The Butera-Pernici algorithm (2)
The purpose of this post will be to see if we can implement the algorithm in Julia, and thus leverage Julia's very fast execution time.
We are working with polynomials defined on nilpotent variables, which means that
the degree of any generator in a polynomial term will be 0 or 1.  Assume that
our generators are indexed from zero: \(x_0,x_1,\ldots,x_{n-1}\), then any term in a
polynomial will have the form
\[
cx_{i_1}x_{i_2}\cdots x_{i_k}
\]
where \(\{x_{i_1}, x_{i_2},\ldots, x_{i_k}\}\subseteq\{0,1,2,\ldots,n-1\}\).  We can
then express this term as an element of a dictionary {k => v} where
\[
k = 2^{i_1}+2^{i_2}+\cdots+2^{i_k}.
\]
So, for example, the polynomial term \(7x_2x_3x_5\) would correspond to the dictionary term
44 => 7
since \(44 = 2^2+2^3+2^5\).  Two polynomial terms {k1 => v1} and {k2 => v2}
with no variables in common can then be multiplied simply by adding the k terms,
and multiplying the v values, to obtain {k1+k2 => v1*v2} .  And we can check if
k1 and k2 have a common variable easily by evaluating k1 & k2; a non-zero
value indicates a common variable.  This leads to the following Julia function
for multiplying two such dictionaries:
function poly_dict_mul(p1, p2)
  p3 = Dict{BigInt,BigInt}()
  for (k1, v1) in p1
    for (k2, v2) in p2
          if k1 & k2 > 0
            continue
          else
            if k1 + k2 in keys(p3)
                  p3[k1+k2] += v1 * v2
            else
                  p3[k1+k2] = v1 * v2
            end
          end
    end
    end
  return (p3)
end
As you see, this is a simple double loop over the terms in each polynomial
dictionary.  If two terms have a non-zero conjunction, we simply move on.  If
two terms when added already exist in the new dictionary, we add to that term.
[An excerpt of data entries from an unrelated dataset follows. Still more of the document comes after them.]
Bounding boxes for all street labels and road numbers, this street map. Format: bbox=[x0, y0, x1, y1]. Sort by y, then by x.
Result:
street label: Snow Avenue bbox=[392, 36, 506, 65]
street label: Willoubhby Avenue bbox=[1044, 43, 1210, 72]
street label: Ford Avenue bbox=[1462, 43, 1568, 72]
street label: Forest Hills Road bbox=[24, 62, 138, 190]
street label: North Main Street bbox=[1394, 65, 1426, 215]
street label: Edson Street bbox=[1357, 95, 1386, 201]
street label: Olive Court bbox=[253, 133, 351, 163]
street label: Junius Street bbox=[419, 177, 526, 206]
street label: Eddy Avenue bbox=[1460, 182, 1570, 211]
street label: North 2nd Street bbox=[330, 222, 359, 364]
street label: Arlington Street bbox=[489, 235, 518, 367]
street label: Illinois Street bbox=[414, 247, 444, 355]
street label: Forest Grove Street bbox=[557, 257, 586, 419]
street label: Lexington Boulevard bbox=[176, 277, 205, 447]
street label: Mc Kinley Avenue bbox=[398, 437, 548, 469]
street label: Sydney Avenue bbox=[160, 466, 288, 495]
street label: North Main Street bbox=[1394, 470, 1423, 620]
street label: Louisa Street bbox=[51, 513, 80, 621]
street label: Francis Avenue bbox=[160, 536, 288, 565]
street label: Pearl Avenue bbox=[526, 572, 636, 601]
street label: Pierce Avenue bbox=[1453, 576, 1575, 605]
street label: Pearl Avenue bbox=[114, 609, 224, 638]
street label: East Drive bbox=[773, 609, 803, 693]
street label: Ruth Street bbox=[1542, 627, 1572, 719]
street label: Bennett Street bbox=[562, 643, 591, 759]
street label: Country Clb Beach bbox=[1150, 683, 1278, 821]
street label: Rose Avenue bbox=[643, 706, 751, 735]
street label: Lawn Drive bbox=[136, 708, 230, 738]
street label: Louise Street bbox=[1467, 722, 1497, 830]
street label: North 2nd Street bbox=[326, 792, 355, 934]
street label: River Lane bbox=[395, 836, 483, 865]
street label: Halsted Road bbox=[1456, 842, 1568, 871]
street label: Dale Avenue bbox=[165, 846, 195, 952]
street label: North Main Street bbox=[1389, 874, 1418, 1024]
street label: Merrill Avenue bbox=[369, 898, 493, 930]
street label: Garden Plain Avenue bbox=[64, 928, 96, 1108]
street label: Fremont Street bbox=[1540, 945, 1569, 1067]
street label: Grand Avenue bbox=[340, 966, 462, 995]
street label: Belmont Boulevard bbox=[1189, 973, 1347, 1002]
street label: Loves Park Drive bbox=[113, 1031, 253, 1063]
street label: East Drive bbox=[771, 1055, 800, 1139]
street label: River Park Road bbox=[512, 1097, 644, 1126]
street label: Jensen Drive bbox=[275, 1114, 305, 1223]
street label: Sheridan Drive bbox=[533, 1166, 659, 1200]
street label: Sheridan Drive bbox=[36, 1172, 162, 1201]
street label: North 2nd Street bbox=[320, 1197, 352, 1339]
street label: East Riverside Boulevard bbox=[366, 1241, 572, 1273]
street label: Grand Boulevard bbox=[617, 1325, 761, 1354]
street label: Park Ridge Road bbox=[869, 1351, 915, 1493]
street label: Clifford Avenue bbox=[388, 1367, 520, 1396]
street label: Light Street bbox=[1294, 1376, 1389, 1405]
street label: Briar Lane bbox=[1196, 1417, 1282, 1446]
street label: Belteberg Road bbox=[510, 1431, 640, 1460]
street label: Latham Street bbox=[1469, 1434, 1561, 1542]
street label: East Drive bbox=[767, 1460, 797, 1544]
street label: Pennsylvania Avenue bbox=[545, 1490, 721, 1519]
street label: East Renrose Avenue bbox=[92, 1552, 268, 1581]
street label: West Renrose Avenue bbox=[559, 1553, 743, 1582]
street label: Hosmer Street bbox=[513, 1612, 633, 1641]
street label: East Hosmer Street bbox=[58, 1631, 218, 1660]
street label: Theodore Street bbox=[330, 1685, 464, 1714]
If the sum of terms is new, we create a new dictionary element.  The use of
BigInt is to ensure that no matter how big the terms and coefficients become,
we don't suffer from arithmetic overflow.
For example, suppose we consider the product \[ (x_0+x_1+x_2)(x_1+x_2+x_3). \] A straightforward expansion produces \[ x_0x_3 + x_1x_3 + x_1^2 + x_0x_1 + x_0x_2 + 2x_1x_2 + x_2^2 + x_2x_3. \] which by nilpotency becomes \[ x_0x_3 + x_1x_3 + x_0x_1 + x_0x_2 + 2x_1x_2 + x_2x_3. \] The dictionaries corresponding to the two polynomials are
{1 => 1, 2 => 1, 4 => 1}
and
{2 => 1, 4 => 1, 8 => 1}
Then:
julia> poly_dict_mul(Dict(1=>1,2=>1,4=>1),Dict(2=>1,4=>1,8=>1))
Dict{BigInt,BigInt} with 6 entries:
  9  => 1
  10 => 1
  3  => 1
  5  => 1
  6  => 2
  12 => 1
If we were to rewrite the keys as binary numbers, we would have
{1001 => 1, 1010 => 1, 11 => 1, 101 => 1, 110 => 2, 1100 => 1}
in which you can see that each term corresponds with the term of the product above.
Having conquered multiplication, finding the permanent should then require two steps:
- Turning each row of the matrix into a polynomial dictionary.
- Starting with \(p=1\), multiply all rows together, one at a time.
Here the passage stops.